Coagulation Important features

• Ca++ dependent.
• PT measures extrinsic pathway.
• APTT measures intrinsic pathway.
• Extrinsic pathway is much quicker than intrinsic.
• Both pathways contain factors whose production is dependent upon Vitamin K.
• Most of the coagulation factors are produced by the liver.
• a) Antithrombin III system
  • Glycoprotein serine proteases, ATIII inhibits thrombin (on endothelial surface) + Xa.
• b) Protein C
  • Major regulatory pathway, vitamin K dependent
  • Activated by thrombin binding to endothelial cell receptor thrombomodulin, which prevents the activation of factor V and fibrinogen by thrombin and enables the degradation of factors V and VIII by Protein Ca

Fibrinolysis

• Activation of plasminogen:
  • Intrinsic pathway
  • Tissue activators: endothelium, IV fibrinolysis
  • Leukocytic activators.
  • Micro-organisms
  • Biological fluids: many cell types, tissue fibrinolysis.
• Once formed, a thrombus may: Cause immediate death and be lysed by the fibrinolytic system.
• Plasmin
  • causes lysis of fibrin
  • activates Factor XII (to initiate production of bradykinin)
  • initiates complement cascade.

Embolism

• An embolus is a plug of some material that is transported through the circulation to eventually obstruct the lumen of a vessel too small to allow its passage.
• Emboli may arise from pieces of thrombus which detach and are swept away.
• Emboli may arise from other material e.g. air, fat, neoplasms, parasites.
• The obstruction of a vessel by an embolus may cause severe circulatory problems depending on the site and size of the vessel.
• Thrombosis or embolism may be followed by:
  • Infarction (death) of the tissue if it has an endarterial blood supply.
  • No effect if a collateral circulation exists.
• A very serious complication of both thrombosis and embolism is the presence of microorganisms in the material, referred to as a septic embolus or thrombus.

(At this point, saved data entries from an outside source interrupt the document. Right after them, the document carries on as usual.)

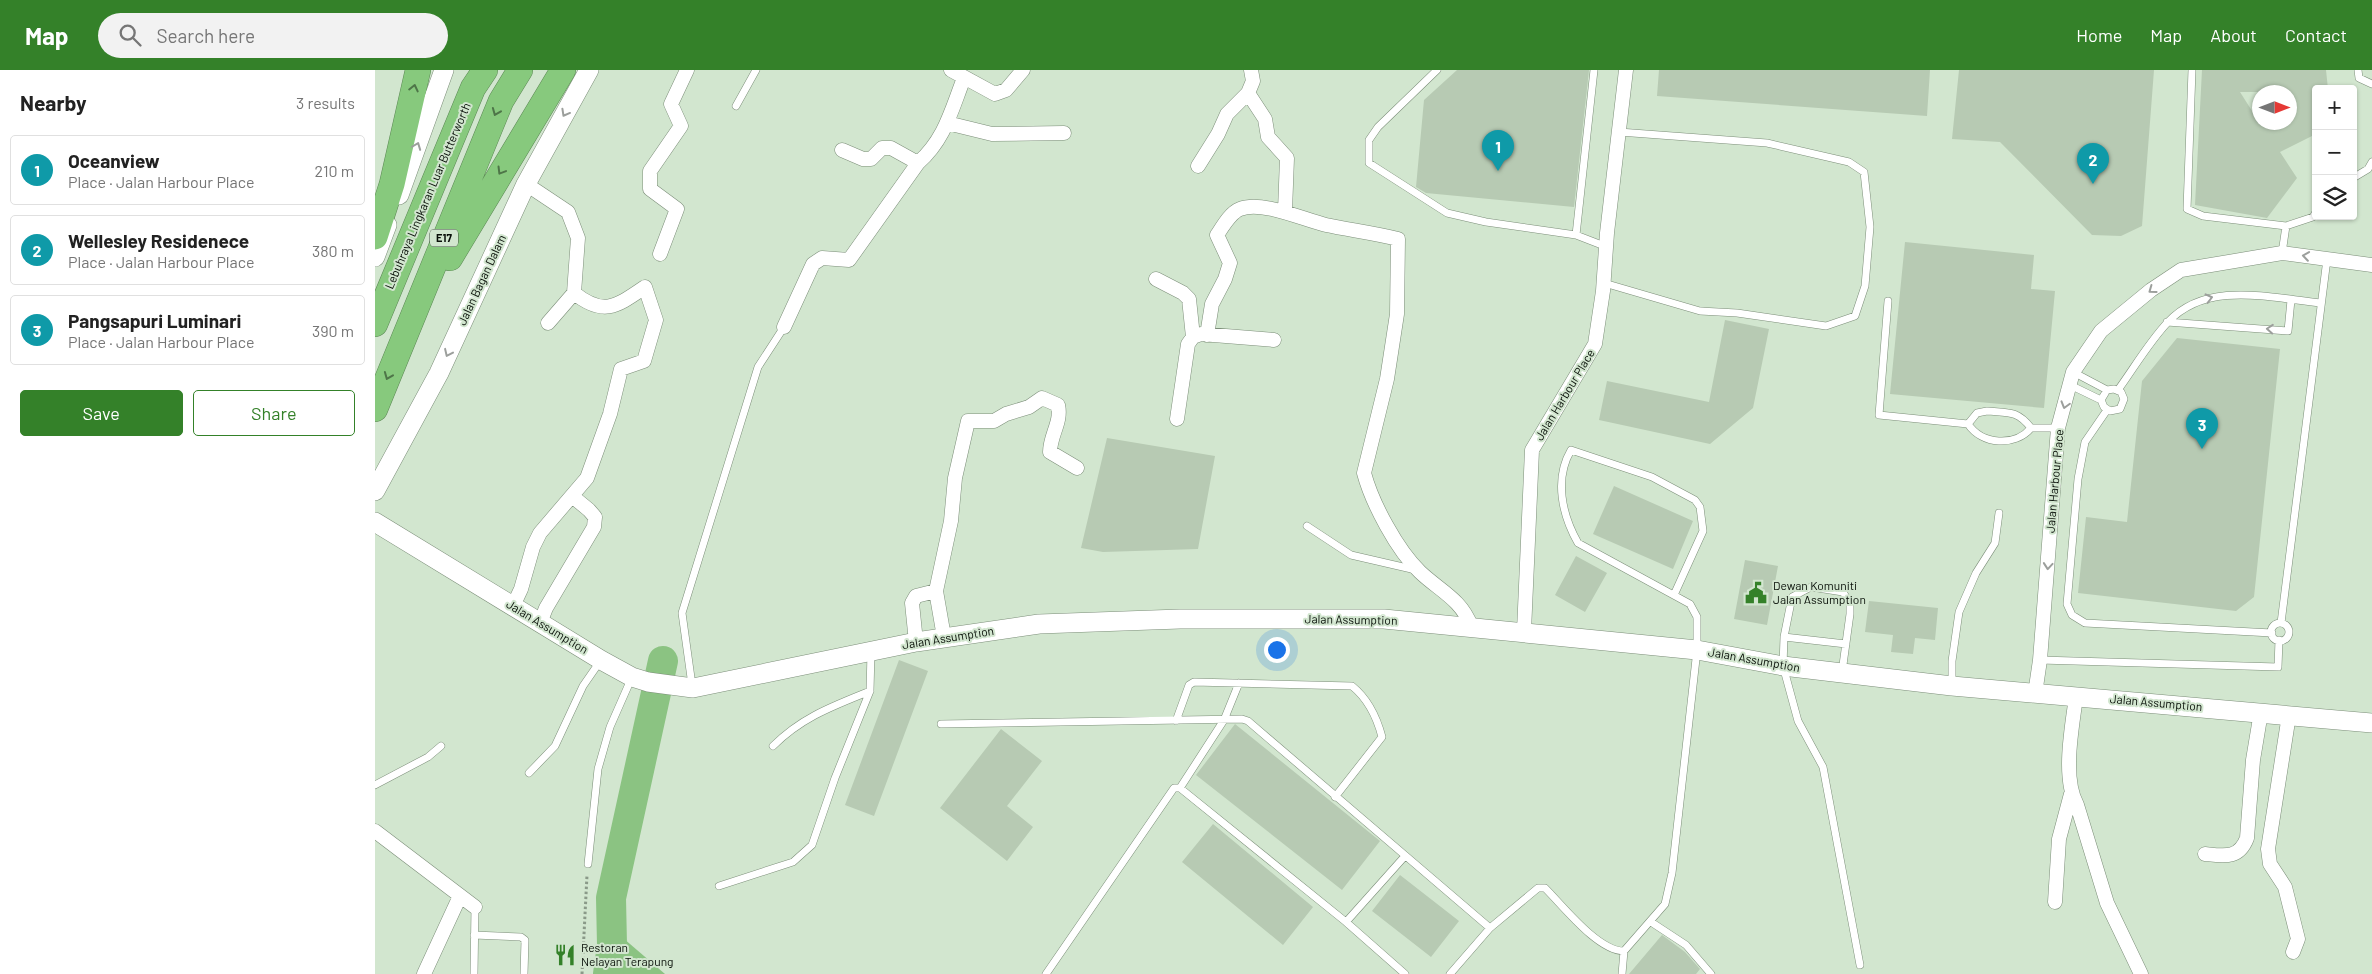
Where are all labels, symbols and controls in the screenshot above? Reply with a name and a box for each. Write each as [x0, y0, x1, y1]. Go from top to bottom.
search box [98, 13, 448, 58]
text: Map [25, 21, 68, 50]
icon: search [116, 21, 144, 49]
text: Search here [156, 24, 255, 47]
text: Home [2076, 24, 2122, 46]
text: Map [2150, 24, 2182, 46]
text: About [2210, 24, 2257, 46]
text: Contact [2285, 24, 2347, 46]
one-way arrow [408, 84, 419, 93]
north arrow [2252, 85, 2297, 130]
map controls [2312, 85, 2357, 220]
button: + [2312, 85, 2357, 130]
text: Nearby [20, 90, 86, 115]
text: 3 results [296, 93, 355, 112]
street label: Lebuhraya Lingkaran Luar Butterworth [381, 100, 473, 291]
one-way arrow [561, 107, 571, 116]
one-way arrow [492, 108, 502, 116]
pin: 1 [1482, 130, 1514, 171]
button: − [2312, 130, 2357, 175]
one-way arrow [411, 142, 422, 151]
pin: 2 [2077, 143, 2109, 184]
text: Oceanview [68, 149, 160, 172]
text: 1 [34, 161, 40, 180]
text: 210 m [315, 161, 354, 180]
one-way arrow [498, 166, 508, 175]
text: Place · Jalan Harbour Place [68, 172, 255, 191]
button: layers [2312, 175, 2357, 220]
text: Wellesley Residenece [68, 229, 249, 252]
road number: E17 [430, 230, 458, 247]
street label: Jalan Bagan Dalam [454, 232, 508, 327]
text: 2 [33, 241, 41, 260]
text: 380 m [312, 241, 354, 260]
one-way arrow [2302, 251, 2310, 262]
text: Place · Jalan Harbour Place [68, 252, 255, 271]
one-way arrow [2148, 284, 2158, 293]
one-way arrow [2204, 293, 2213, 304]
text: Pangsapuri Luminari [68, 309, 241, 332]
text: 3 [33, 321, 41, 340]
text: 390 m [312, 321, 354, 340]
one-way arrow [2266, 324, 2274, 335]
text: Place · Jalan Harbour Place [68, 332, 255, 351]
street label: Jalan Harbour Place [1531, 346, 1597, 443]
one-way arrow [444, 348, 454, 357]
one-way arrow [384, 371, 394, 380]
button: Save [20, 390, 183, 436]
button: Share [193, 390, 355, 436]
one-way arrow [2060, 400, 2071, 409]
pin: 3 [2186, 408, 2218, 449]
street label: Jalan Harbour Place [2042, 429, 2066, 533]
one-way arrow [2042, 562, 2053, 570]
place label: Dewan Komuniti Jalan Assumption [1773, 578, 1866, 606]
public building icon: Dewan Komuniti Jalan Assumption [1743, 580, 1769, 606]
street label: Jalan Assumption [504, 596, 591, 656]
street label: Jalan Assumption [1304, 611, 1398, 627]
street label: Jalan Assumption [901, 623, 995, 651]
your location [1264, 637, 1290, 663]
street label: Jalan Assumption [1707, 644, 1801, 674]
street label: Jalan Assumption [2109, 691, 2203, 713]
place label: Restoran Nelayan Terapung [581, 940, 674, 968]
restaurant icon: Restoran Nelayan Terapung [552, 942, 578, 968]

Difference Between a Thrombus and a Post Mortem Clot

• Thrombus
  • Dry
  • Granular/rough
  • White/Buff
  • Stratified
  • Adhered to Wall
  • Damaged vascular endothelium
  • Composed of fused platelets
  • Flowing Stream
  • Never organised
• Post Mortem Clot
  • Moist
  • Smooth/Shiny
  • Red/Yellow
  • Uniform
  • Unattached
  • Intact vascular endothelium
  • Composed of fibrin with all blood elements
  • Stagnant Column
  • Is organised

Disseminated Intravascular Coagulation (DIC)

• DIC is a serious complication of severe systemic disease.
• Widespread coagulation occurs which depletes platelets and coagulation factors.
• Bleeding tendencies occur as a result.
• It can complicate extensive tissue necrosis and septicaemia etc.